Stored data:
- Opening Delimiter -

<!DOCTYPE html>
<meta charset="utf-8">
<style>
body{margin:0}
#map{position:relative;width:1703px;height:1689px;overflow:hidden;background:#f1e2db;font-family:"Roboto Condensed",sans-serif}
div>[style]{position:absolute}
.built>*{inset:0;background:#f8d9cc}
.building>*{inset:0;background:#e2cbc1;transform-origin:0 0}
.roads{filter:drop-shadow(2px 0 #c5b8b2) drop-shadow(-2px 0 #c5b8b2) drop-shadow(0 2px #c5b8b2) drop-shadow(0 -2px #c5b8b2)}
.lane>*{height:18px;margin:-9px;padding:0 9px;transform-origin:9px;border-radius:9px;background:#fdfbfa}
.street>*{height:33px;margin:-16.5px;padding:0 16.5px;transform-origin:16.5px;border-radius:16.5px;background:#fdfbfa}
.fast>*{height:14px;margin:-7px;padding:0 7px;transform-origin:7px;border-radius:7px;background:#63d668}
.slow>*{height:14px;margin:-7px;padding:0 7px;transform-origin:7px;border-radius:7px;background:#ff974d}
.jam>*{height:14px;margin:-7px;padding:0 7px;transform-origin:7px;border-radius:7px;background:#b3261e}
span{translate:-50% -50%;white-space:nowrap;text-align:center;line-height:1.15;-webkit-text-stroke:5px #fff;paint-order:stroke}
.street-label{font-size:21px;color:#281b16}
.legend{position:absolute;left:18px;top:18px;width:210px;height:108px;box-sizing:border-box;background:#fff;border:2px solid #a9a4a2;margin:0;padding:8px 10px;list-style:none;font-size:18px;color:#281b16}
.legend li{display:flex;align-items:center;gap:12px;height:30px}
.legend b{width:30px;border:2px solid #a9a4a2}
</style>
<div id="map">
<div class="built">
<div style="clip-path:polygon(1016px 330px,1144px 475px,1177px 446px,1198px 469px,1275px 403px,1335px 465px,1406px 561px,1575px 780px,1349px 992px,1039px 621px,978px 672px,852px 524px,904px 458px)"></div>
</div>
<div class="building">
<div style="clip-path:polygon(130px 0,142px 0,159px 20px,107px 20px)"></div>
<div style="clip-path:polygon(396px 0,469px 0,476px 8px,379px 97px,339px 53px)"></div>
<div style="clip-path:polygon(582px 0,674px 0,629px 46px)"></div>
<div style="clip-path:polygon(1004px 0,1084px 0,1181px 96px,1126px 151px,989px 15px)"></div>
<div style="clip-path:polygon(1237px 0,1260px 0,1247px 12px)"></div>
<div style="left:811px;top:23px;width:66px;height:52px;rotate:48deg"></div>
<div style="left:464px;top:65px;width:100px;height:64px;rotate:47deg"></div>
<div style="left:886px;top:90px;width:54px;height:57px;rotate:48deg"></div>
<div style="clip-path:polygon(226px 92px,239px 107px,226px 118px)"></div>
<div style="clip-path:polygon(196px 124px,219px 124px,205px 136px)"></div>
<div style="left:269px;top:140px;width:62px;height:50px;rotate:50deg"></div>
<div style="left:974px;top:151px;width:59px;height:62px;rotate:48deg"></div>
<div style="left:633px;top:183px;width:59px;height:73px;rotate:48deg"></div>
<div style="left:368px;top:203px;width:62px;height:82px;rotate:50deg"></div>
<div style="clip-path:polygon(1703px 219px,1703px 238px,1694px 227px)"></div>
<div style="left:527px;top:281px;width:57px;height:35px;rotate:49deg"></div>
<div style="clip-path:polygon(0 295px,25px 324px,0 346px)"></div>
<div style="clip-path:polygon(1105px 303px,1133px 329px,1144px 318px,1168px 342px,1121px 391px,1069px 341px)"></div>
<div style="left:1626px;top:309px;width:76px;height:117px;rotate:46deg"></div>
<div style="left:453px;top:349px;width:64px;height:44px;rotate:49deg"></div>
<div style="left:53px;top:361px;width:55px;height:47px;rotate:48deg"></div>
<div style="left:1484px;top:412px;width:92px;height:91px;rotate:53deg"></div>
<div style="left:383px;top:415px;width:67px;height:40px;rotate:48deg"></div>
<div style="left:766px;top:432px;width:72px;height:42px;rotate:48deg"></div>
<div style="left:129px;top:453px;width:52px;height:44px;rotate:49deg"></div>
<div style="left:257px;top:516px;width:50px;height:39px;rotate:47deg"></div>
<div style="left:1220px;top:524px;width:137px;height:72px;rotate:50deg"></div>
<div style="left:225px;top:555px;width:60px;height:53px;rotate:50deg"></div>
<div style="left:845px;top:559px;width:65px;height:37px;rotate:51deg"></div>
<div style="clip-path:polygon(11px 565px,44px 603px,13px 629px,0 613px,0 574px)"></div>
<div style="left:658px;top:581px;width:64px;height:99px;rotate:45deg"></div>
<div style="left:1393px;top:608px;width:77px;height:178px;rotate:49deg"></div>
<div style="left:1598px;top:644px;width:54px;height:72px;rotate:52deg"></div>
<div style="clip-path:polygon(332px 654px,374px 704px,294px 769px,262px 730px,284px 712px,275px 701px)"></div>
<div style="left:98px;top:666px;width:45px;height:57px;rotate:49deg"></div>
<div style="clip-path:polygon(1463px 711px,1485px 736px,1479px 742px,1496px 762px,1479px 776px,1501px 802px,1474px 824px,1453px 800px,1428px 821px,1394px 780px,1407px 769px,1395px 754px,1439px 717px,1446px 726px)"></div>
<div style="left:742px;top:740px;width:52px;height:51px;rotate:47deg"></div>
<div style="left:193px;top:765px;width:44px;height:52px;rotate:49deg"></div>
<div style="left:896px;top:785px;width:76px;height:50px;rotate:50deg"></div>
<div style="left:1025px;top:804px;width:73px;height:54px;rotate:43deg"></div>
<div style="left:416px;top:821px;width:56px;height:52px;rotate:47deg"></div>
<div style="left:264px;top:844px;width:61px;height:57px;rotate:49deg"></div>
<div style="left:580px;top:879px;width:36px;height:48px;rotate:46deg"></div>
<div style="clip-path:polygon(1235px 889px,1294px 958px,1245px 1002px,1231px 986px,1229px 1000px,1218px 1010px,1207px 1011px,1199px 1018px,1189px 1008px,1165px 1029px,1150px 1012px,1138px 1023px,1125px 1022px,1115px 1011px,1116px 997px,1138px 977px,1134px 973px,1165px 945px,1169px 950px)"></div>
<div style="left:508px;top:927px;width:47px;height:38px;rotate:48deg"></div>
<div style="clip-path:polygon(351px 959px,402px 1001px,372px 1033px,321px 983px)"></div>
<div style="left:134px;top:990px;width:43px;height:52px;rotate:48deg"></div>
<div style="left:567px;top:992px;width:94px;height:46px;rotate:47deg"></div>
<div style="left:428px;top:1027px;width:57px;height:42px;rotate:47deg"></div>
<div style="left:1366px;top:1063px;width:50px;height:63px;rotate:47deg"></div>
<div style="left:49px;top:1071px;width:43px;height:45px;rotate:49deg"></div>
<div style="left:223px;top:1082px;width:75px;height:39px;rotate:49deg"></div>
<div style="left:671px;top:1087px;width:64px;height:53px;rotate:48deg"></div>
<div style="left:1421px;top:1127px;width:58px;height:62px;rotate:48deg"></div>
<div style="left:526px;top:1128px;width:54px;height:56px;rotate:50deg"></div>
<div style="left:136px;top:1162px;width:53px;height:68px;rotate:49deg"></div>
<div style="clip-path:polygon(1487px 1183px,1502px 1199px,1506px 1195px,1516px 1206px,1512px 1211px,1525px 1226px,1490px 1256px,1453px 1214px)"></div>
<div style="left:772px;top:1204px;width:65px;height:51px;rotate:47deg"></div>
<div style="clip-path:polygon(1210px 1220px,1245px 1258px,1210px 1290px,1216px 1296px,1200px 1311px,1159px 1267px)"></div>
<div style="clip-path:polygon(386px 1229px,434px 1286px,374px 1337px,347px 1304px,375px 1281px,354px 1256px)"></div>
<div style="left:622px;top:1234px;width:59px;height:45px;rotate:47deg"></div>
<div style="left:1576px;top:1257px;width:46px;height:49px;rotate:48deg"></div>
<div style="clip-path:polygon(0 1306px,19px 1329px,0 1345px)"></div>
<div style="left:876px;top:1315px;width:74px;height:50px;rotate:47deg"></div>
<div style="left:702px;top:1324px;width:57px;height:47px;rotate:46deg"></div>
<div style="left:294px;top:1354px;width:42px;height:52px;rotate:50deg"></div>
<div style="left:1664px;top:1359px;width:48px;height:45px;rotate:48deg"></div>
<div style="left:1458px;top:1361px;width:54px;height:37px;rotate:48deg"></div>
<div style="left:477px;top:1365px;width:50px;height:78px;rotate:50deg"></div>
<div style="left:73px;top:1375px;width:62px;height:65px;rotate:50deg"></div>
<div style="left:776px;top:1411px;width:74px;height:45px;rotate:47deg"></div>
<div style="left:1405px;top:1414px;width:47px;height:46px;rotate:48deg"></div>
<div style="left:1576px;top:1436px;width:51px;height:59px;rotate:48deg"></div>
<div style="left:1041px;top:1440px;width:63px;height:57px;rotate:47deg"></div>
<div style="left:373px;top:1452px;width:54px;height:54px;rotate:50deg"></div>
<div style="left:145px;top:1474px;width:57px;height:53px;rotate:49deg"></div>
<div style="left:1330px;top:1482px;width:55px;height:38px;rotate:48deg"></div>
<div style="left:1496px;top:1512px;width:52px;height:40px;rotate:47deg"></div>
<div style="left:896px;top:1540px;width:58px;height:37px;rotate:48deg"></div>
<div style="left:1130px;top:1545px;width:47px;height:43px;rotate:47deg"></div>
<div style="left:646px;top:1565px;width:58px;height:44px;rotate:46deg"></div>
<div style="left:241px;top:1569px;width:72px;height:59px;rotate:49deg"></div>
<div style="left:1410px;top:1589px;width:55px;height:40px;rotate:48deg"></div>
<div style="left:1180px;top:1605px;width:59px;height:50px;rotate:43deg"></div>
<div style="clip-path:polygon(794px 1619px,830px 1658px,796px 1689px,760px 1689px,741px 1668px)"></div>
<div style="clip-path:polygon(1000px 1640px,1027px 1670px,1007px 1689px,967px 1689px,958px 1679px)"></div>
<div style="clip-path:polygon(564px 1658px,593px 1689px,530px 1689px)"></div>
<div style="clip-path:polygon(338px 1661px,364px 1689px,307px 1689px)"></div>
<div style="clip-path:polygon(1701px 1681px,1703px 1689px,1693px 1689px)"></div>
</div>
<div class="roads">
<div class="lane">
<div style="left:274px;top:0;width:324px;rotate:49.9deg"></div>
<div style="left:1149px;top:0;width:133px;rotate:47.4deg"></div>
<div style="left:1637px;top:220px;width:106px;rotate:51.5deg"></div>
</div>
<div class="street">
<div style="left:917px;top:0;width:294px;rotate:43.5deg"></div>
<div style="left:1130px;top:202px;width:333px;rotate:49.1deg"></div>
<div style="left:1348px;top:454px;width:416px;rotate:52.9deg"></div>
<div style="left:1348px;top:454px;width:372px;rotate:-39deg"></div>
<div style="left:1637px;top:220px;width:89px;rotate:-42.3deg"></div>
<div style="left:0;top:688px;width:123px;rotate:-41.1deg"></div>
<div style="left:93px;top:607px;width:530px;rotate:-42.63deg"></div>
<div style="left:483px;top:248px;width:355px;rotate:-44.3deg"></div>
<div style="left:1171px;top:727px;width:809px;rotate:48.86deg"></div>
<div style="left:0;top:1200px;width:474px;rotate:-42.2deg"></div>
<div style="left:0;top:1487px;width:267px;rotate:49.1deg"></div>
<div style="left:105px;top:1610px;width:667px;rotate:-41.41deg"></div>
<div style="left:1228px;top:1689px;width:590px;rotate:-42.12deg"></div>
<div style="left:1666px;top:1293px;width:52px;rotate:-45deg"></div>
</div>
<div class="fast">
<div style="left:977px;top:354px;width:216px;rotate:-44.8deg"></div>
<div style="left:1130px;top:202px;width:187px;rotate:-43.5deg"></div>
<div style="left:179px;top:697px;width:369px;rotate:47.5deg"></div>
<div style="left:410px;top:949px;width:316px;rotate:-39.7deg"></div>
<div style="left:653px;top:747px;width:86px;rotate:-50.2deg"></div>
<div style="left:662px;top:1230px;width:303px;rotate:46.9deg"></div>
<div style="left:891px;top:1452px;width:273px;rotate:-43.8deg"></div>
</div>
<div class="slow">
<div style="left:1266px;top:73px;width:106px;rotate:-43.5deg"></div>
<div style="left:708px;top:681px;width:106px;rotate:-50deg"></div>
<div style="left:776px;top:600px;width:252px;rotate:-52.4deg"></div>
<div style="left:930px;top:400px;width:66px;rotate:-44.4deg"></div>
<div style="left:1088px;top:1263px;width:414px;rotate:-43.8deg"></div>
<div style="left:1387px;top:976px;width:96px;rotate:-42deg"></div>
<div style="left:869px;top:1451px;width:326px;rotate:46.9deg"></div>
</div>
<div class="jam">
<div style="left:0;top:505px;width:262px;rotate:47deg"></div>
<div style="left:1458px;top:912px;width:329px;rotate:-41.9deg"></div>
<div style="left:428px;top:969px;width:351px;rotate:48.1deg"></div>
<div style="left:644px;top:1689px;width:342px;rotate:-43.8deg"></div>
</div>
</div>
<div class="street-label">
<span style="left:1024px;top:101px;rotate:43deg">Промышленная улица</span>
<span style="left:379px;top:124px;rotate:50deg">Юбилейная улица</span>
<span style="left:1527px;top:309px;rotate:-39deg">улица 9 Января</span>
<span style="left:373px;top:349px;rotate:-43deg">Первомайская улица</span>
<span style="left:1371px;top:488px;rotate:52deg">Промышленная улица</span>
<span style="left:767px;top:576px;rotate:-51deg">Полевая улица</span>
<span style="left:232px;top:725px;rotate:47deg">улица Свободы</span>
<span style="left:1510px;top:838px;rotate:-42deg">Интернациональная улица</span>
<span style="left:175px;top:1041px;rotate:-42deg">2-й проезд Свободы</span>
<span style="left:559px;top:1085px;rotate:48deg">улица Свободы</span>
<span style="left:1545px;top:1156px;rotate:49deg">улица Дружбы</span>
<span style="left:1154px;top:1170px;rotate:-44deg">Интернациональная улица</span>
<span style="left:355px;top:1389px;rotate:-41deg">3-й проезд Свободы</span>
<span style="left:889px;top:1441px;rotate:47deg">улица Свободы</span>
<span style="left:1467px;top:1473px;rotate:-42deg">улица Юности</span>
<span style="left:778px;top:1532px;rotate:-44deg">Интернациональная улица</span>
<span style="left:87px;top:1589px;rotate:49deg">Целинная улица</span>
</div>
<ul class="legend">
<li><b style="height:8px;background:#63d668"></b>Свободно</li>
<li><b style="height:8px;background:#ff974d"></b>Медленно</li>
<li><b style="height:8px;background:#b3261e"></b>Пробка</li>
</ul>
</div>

- Closing Delimiter -

Where a line of the entries contains the word "class", count it, then state the total and nothing else.

10